New York considering banning salt in restaurant kitchens—no, really
Big Brother is watching, and his name is Felix Ortiz. The New York lawmaker has introduced a bill that would forbid chefs from adding salt to their dishes in an effort to reduce consumers’ sodium intake. Instead, diners would add their own salt at the table. “In this way, consumers have more control over the amount of sodium they intake and are given the option to exercise healthier diets and healthier lifestyles,” Ortiz told Nation’s Restaurant News.
Not surprisingly, the proposed ban on flavour isn’t getting much support from restaurant associations and public interest groups, both saying that a salt ban solves bupkis. Grub Street notes that the bill is “insane,” citing its $1,000 fine for “each use of salt.” How will this be enforced? Will there be a sodium czar assigned to monitor the state’s 20,000 restaurants? Can diners sue an establishment for a salt overdose?
This sort of bill would never fly in Toronto—we’re too fond of poutine, charcuterie, flavour and common sense. New York, we love you, but you’re bringing us down. We learned earlier this week that a chef down there is serving human breast milk cheese, and that Susur Lee is wishing New Yorkers were more adventurous. This stranger-than-fiction bill is making us wonder what has happened to the culinary capital.
• N.Y. lawmaker seeks to ban salt in restaurants [Nation’s Restaurant News]
• Insane Bill Would Ban Salt in Restaurants, Impose $1,000 Fines [Grub Street]
There is no chef in NYC “serving human breast milk cheese”. If you read an actual interview with the chef – like this one – you’d know that he just made some for his wife and himself using a surplus of pumped breast milk. It’s not being sold in his restaurant.

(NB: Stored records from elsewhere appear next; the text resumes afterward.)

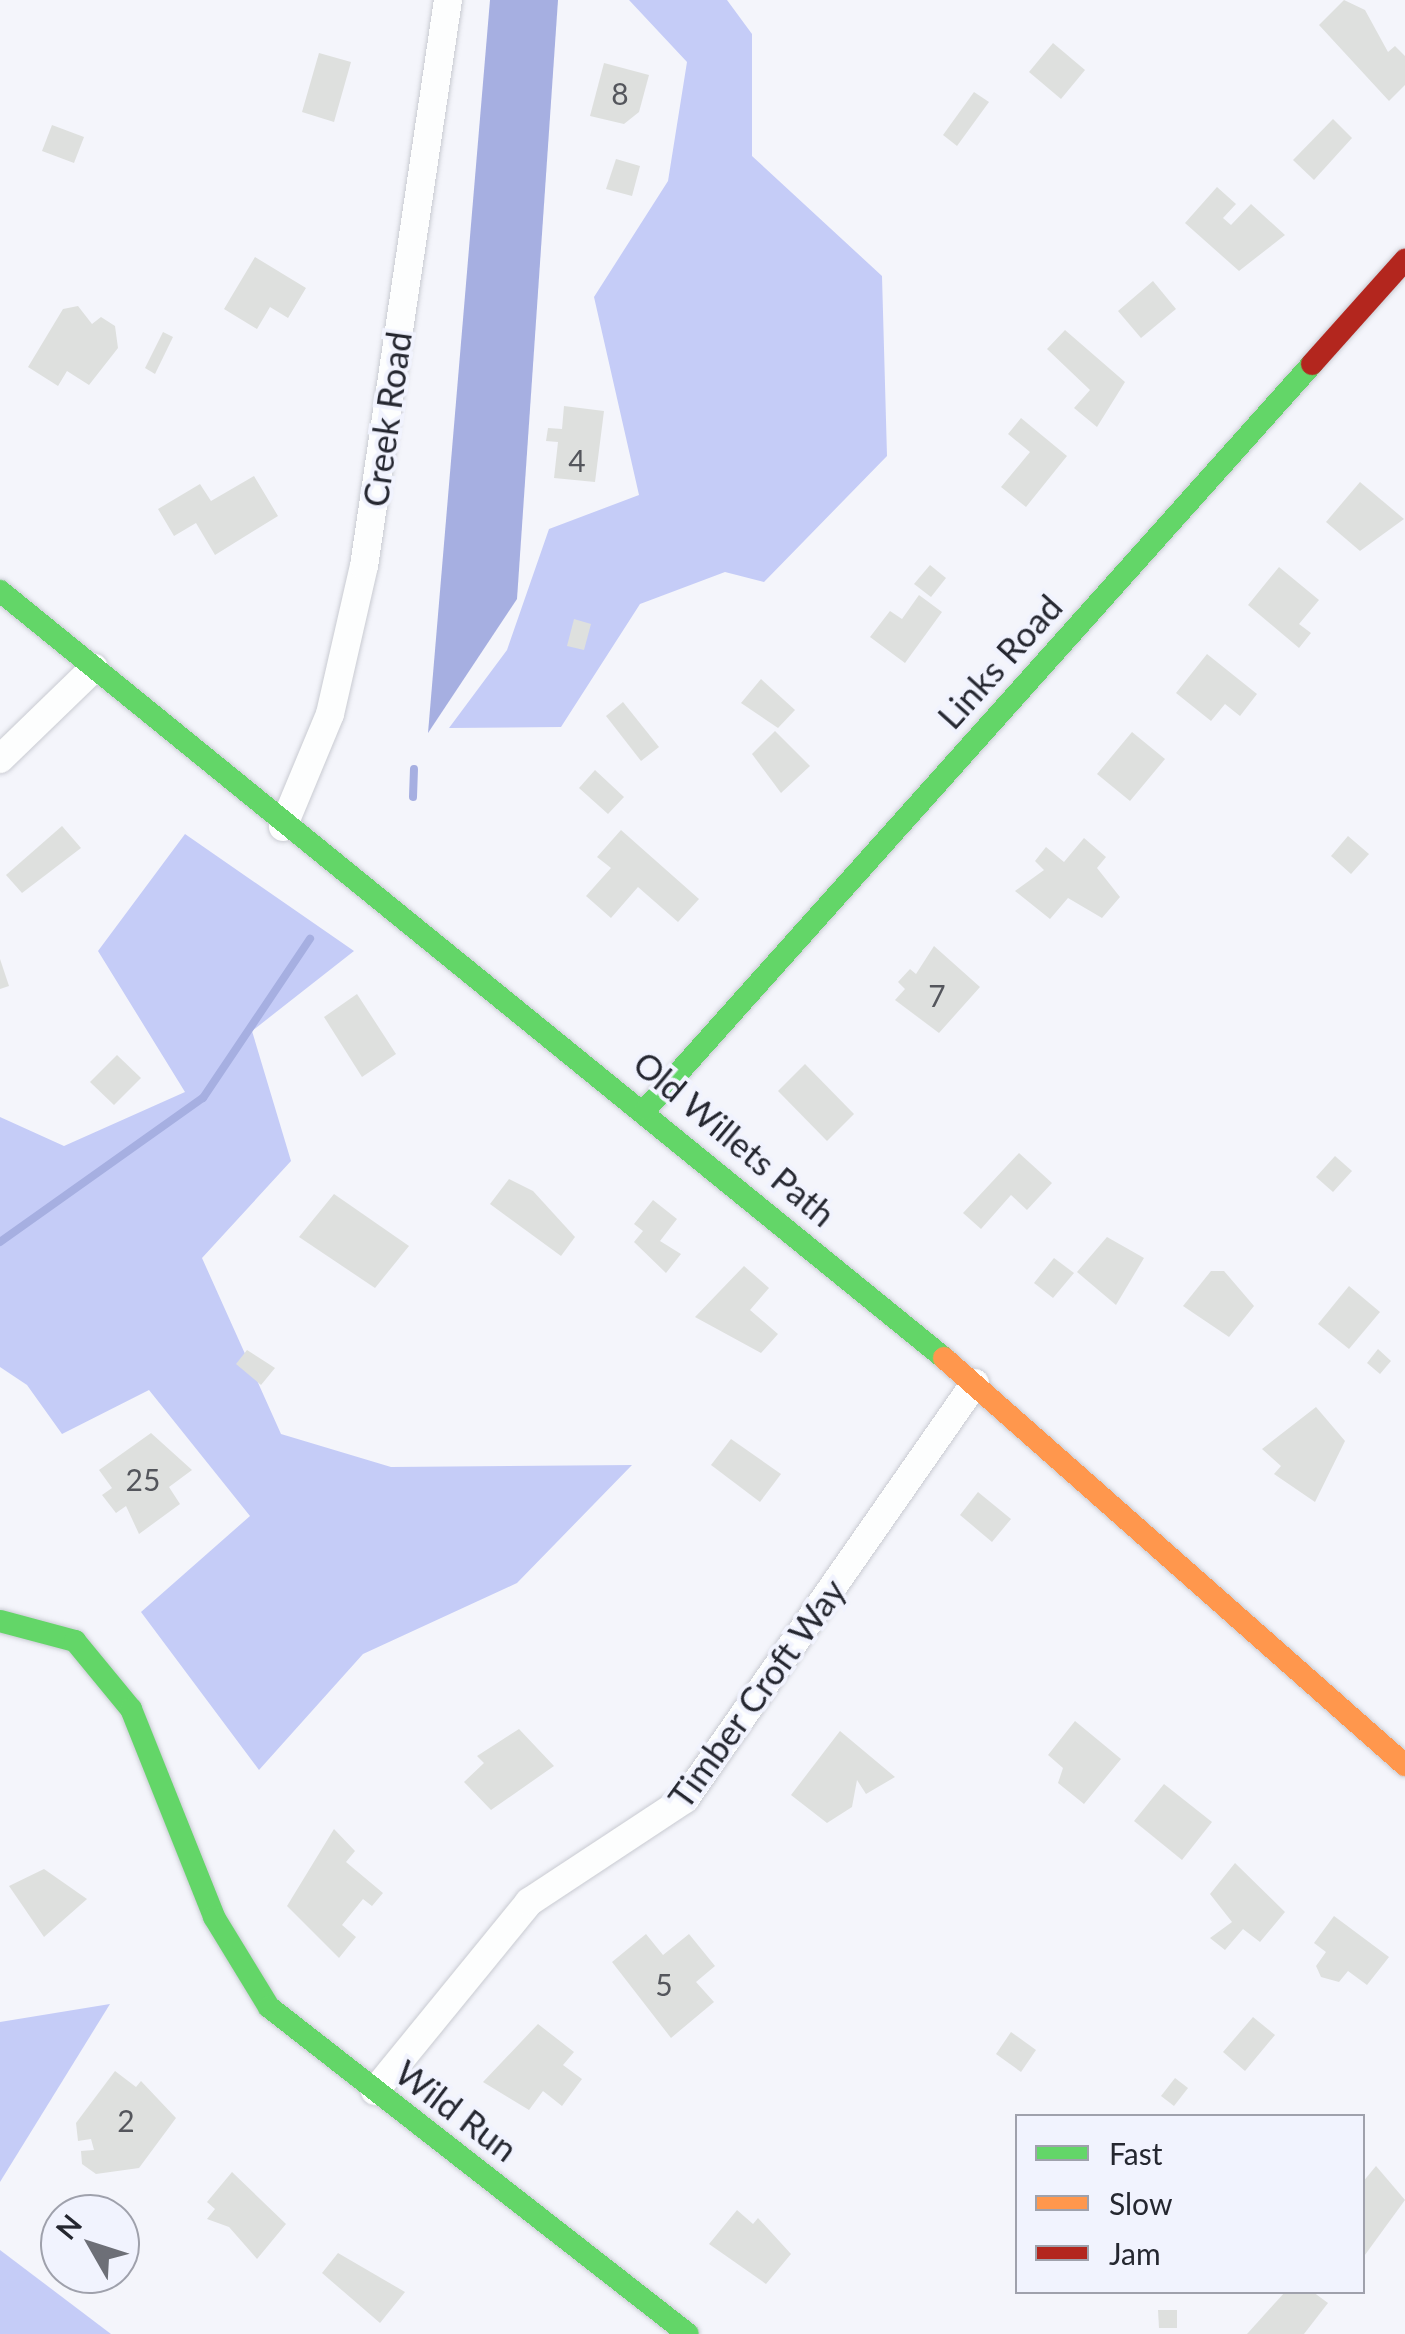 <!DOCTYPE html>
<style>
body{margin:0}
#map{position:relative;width:1405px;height:2334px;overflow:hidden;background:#f4f5fb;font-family:Lato,sans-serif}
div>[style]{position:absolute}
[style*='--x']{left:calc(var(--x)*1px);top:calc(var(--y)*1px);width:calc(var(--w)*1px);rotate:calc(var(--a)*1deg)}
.forest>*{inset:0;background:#c5ccf7}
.water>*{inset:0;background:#a6afe1}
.stream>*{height:8px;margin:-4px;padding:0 4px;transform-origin:4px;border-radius:4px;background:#a6afe1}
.building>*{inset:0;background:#dee0de}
.roads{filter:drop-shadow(0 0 2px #c9cbd2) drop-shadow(0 0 2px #c9cbd2)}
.street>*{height:28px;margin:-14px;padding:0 14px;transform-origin:14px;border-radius:14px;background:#fdfefe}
.fast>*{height:22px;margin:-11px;padding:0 11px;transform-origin:11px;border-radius:11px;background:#63d668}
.slow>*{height:22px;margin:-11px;padding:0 11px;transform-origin:11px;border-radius:11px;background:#ff974d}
.jam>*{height:22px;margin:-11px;padding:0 11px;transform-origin:11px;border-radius:11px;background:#b3261e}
span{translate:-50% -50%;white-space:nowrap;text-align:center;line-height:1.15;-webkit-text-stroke:8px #f1f3fe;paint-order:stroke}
.number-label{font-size:30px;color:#54565c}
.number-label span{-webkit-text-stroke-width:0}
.street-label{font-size:35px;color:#252730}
.legend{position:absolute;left:1015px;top:2114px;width:350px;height:180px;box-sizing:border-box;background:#f1f3fe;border:2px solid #9fa1ac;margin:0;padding:12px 18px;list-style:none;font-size:30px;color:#252730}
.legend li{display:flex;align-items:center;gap:20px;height:50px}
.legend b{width:50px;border:2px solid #9fa1ac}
.north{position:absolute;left:40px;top:2194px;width:100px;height:100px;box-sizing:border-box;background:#f1f3fe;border:2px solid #9fa1ac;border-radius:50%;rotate:309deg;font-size:28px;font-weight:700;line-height:40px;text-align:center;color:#252730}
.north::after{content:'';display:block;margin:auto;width:35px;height:45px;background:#6d6f77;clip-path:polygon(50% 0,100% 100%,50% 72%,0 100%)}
</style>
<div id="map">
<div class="forest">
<i style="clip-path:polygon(629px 0,727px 0,752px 34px,752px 156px,882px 276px,887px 456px,764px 582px,725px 572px,640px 604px,561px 727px,449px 728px,507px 650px,549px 529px,639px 495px,594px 297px,668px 181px,687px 62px)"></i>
<i style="clip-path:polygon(185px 834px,354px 951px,252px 1031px,291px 1161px,202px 1258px,281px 1434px,391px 1467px,632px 1465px,517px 1583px,363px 1654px,259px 1770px,141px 1612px,250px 1516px,149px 1390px,62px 1434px,27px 1385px,0 1367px,0 1117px,64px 1146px,185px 1092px,98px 951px)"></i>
<i style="clip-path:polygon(110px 2004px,0 2182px,0 2022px)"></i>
<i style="clip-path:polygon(0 2250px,111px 2334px,0 2334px)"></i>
</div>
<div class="water">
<i style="clip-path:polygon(490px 0,558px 0,517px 599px,428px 733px)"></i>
</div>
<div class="stream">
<i style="--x:413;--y:797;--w:28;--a:-88"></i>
<i style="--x:0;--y:1242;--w:249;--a:-35.4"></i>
<i style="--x:203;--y:1098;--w:192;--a:-56.1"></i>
</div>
<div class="building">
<i style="clip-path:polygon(1344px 0,1365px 10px,1388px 52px,1395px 46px,1405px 56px,1405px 85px,1389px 101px,1319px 25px)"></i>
<i style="clip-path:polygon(1053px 43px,1085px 70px,1061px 99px,1029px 72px)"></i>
<i style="clip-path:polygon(319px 53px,351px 62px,334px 122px,302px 112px)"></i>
<i style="clip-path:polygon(604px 63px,649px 75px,639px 112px,624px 124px,590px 116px)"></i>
<i style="clip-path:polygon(974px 92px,989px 102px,957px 146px,943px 135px)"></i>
<i style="clip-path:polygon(1333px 119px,1352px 138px,1314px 180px,1293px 160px)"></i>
<i style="clip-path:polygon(52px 125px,84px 137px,74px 163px,42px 151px)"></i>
<i style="clip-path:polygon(616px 159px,640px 166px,632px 196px,606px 189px)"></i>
<i style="clip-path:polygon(1217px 187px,1236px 204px,1223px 218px,1231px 225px,1251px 204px,1285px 235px,1239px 271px,1185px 223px)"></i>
<i style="clip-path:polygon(255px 257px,306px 288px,288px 318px,270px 307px,257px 329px,224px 309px)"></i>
<i style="clip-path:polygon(1153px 281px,1176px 309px,1141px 338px,1118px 311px)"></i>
<i style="clip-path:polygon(78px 306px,92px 324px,101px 317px,115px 326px,118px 348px,89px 385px,67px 371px,58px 386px,28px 367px,63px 309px)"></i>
<i style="clip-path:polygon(1065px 330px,1125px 382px,1097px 427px,1074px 408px,1090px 390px,1047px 349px)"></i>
<i style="clip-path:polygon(163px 332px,173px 337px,155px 374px,145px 368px)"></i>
<i style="clip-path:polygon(564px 406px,604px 411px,595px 482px,554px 478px,558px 442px,546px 441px,548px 428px,562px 429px)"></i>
<i style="clip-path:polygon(1021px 418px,1067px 456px,1026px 507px,1001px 487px,1030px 452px,1008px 434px)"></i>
<i style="clip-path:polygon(254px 476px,278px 516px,215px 555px,196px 523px,174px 536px,158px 509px,200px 484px,211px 501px)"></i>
<i style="clip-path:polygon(1360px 482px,1404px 519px,1360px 551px,1326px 522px)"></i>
<i style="clip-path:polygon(930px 565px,946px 578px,931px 597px,914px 584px)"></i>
<i style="clip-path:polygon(1279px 567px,1319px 600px,1299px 624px,1311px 633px,1299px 648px,1248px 605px)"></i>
<i style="clip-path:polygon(919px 595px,942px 612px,905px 663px,870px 637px,890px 611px,902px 619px)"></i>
<i style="clip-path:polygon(574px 619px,591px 624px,584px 650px,567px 646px)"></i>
<i style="clip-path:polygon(1207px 654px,1257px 694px,1240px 716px,1225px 704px,1211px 721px,1176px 693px)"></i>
<i style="clip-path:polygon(761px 679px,795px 710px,778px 728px,741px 703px)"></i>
<i style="clip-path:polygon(623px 702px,659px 747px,641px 761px,606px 716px)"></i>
<i style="clip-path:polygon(775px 731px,810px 766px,781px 793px,752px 754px)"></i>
<i style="clip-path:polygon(1132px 732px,1165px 759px,1130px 801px,1097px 774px)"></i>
<i style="clip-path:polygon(595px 770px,624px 797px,608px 814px,579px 788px)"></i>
<i style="clip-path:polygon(62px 826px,81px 848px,22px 893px,6px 875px)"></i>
<i style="clip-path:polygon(621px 830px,699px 899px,678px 922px,638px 887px,611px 918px,586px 896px,611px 868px,597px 857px)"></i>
<i style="clip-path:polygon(1348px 836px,1369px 854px,1351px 874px,1331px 856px)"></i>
<i style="clip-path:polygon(1084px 838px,1106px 857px,1097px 868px,1120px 897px,1102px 918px,1068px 898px,1050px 919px,1015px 891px,1044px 870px,1035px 861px,1046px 847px,1064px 862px)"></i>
<i style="clip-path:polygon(934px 946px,980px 987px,939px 1033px,895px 1000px,905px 989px,898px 982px,910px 969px,916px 974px)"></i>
<i style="clip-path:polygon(0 959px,9px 986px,0 989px)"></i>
<i style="clip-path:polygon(357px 994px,396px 1054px,362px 1077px,324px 1017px)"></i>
<i style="clip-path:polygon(117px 1055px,141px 1078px,114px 1105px,90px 1082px)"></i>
<i style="clip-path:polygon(805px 1064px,854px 1114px,827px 1141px,778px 1091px)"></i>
<i style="clip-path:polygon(1019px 1153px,1052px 1183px,1027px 1210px,1011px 1195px,981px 1229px,963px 1213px)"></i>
<i style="clip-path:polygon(1335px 1156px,1352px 1171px,1333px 1192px,1316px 1177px)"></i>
<i style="clip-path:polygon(509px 1179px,533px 1191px,575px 1237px,561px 1256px,490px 1204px)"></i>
<i style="clip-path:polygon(334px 1194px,409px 1246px,375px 1288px,299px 1237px)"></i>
<i style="clip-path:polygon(653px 1200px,677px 1219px,660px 1241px,681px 1254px,666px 1273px,634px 1242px,643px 1231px,634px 1224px)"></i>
<i style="clip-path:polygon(1107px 1237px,1144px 1258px,1116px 1305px,1077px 1272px)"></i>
<i style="clip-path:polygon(1054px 1258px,1074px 1273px,1053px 1298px,1034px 1283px)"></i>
<i style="clip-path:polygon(744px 1266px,769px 1288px,750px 1310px,778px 1334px,761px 1353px,695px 1317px)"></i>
<i style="clip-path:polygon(1211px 1271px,1224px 1271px,1254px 1306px,1229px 1337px,1183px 1306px)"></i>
<i style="clip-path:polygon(1349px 1286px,1380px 1312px,1349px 1349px,1318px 1324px)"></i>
<i style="clip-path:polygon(1378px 1349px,1391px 1361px,1380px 1374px,1367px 1363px)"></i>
<i style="clip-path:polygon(247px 1350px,275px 1368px,261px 1385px,236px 1364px)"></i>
<i style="clip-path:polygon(1316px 1407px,1345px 1441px,1315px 1502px,1274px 1474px,1281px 1466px,1262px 1449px)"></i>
<i style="clip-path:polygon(151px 1433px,192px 1470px,169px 1487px,180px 1504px,139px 1534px,126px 1506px,116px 1513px,102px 1495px,112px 1488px,99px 1470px)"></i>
<i style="clip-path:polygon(731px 1439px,781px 1474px,760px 1502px,711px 1465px)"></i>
<i style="clip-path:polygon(978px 1492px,1011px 1519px,992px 1542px,960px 1515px)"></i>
<i style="clip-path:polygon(1075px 1721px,1121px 1759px,1084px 1804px,1058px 1783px,1063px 1768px,1048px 1755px)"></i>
<i style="clip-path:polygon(519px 1729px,554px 1766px,491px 1810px,464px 1782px,484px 1763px,477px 1756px)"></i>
<i style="clip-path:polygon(840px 1731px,895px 1777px,866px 1794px,857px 1780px,852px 1807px,827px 1823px,791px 1795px)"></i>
<i style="clip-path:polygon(1164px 1784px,1212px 1822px,1182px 1860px,1134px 1821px)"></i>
<i style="clip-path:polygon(334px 1829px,355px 1851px,346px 1862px,383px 1893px,372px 1906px,363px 1899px,342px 1925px,356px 1937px,339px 1958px,287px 1906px)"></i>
<i style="clip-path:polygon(1235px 1863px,1285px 1912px,1260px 1942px,1243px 1929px,1225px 1950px,1210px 1938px,1232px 1922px,1210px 1894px)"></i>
<i style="clip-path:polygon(44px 1869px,87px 1899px,44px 1937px,9px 1886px)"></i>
<i style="clip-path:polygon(1334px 1916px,1389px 1957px,1367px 1985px,1348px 1971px,1339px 1982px,1321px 1977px,1316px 1966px,1326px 1952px,1314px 1943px)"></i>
<i style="clip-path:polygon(646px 1934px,663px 1955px,689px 1934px,715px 1966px,696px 1982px,714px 2002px,671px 2038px,612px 1962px)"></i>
<i style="clip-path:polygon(1253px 2017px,1275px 2035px,1245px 2071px,1223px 2052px)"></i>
<i style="clip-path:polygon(538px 2024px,574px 2052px,563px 2065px,582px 2079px,562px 2106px,543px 2091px,529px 2110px,483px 2082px)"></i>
<i style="clip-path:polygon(1011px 2032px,1036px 2050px,1021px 2072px,996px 2054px)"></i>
<i style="clip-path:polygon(115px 2071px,136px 2087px,141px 2081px,176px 2118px,139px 2168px,96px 2174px,82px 2164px,81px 2151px,94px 2150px,91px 2139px,78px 2141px,76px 2123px)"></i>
<i style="clip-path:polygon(1175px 2078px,1188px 2088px,1174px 2106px,1161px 2096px)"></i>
<i style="clip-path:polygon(1376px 2166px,1405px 2200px,1362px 2259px,1362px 2183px)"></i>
<i style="clip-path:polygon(232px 2172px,286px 2224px,257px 2259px,229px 2227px,207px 2219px,215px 2209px,207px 2202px)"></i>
<i style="clip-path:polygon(737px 2210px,753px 2224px,758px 2218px,791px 2254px,766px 2284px,709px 2244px)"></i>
<i style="clip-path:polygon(338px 2253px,405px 2292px,380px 2323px,322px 2273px)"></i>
<i style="clip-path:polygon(1285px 2292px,1313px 2292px,1328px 2303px,1304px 2334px,1247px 2334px)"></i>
<i style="clip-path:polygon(1158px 2310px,1177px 2310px,1177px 2328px,1159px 2328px)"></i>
</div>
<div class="roads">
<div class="street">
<i style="--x:0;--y:759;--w:131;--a:-44.1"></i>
<i style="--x:283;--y:827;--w:122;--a:-67.4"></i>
<i style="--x:330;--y:714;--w:152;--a:-77.1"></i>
<i style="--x:364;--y:566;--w:572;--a:-81.56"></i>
<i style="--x:375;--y:2091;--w:244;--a:-50.8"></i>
<i style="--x:529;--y:1902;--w:187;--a:-33.4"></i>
<i style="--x:685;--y:1799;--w:507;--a:-55.12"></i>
</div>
<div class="fast">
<i style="--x:0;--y:591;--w:1216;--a:39.09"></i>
<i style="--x:646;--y:1109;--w:999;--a:-48.2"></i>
<i style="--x:0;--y:1621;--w:78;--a:14.9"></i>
<i style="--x:75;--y:1641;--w:88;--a:50.5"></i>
<i style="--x:131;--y:1709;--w:224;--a:68.2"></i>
<i style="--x:214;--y:1917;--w:105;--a:58.6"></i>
<i style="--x:269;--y:2007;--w:531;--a:37.97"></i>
</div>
<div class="slow">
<i style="--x:944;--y:1358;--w:615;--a:41.44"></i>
</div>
<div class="jam">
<i style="--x:1312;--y:364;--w:140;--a:-48.2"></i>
</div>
</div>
<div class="number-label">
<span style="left:620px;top:93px">8</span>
<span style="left:577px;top:460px">4</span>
<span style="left:937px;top:995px">7</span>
<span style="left:143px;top:1479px">25</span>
<span style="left:664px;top:1984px">5</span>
<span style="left:126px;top:2120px">2</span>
</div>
<div class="street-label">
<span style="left:386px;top:419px;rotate:-82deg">Creek Road</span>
<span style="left:999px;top:661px;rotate:-48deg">Links Road</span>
<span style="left:735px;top:1138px;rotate:40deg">Old Willets Path</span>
<span style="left:756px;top:1693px;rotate:-54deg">Timber Croft Way</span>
<span style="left:457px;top:2110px;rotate:37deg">Wild Run</span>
</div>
<ul class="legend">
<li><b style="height:12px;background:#63d668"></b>Fast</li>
<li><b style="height:12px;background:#ff974d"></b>Slow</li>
<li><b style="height:12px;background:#b3261e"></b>Jam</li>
</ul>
<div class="north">N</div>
</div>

But so what if it was? Some would argue that it’s more natural for humans to consume human milk than it is for us to consume the milk of other animals…
First no dancing and now no salt? What’s next, no smiling?
“This sort of bill would never fly in Toronto—we’re too fond of poutine, charcuterie, flavour and common sense.”
You had me until the common sense part. This is EXACTLY the kind of thing that would fly in Toronto. This is the city that regulates hot dog vendors within an inch of their life and does all sorts of bureaucratic things with good intentions that never end up working.
Imagine, that would be the end of Katz’s Deli, Russ & Daughters… I doubt many people would be happy to salt their own lox, or eat their bland un-brined smoked meat sandwiches without the pickle.
Thank you Daniel. Let’s also not forget that this is the city that tried to ban sushi. So let’s not get too smug Toronto.
And god, what about the pasta? Have these people never heard of salting starches? Good for the starch, good for the taste buds.
I suppose they figure it’s easier to lay down the law on restaurants than on the real cause of heavy sodium in our diets – processed food.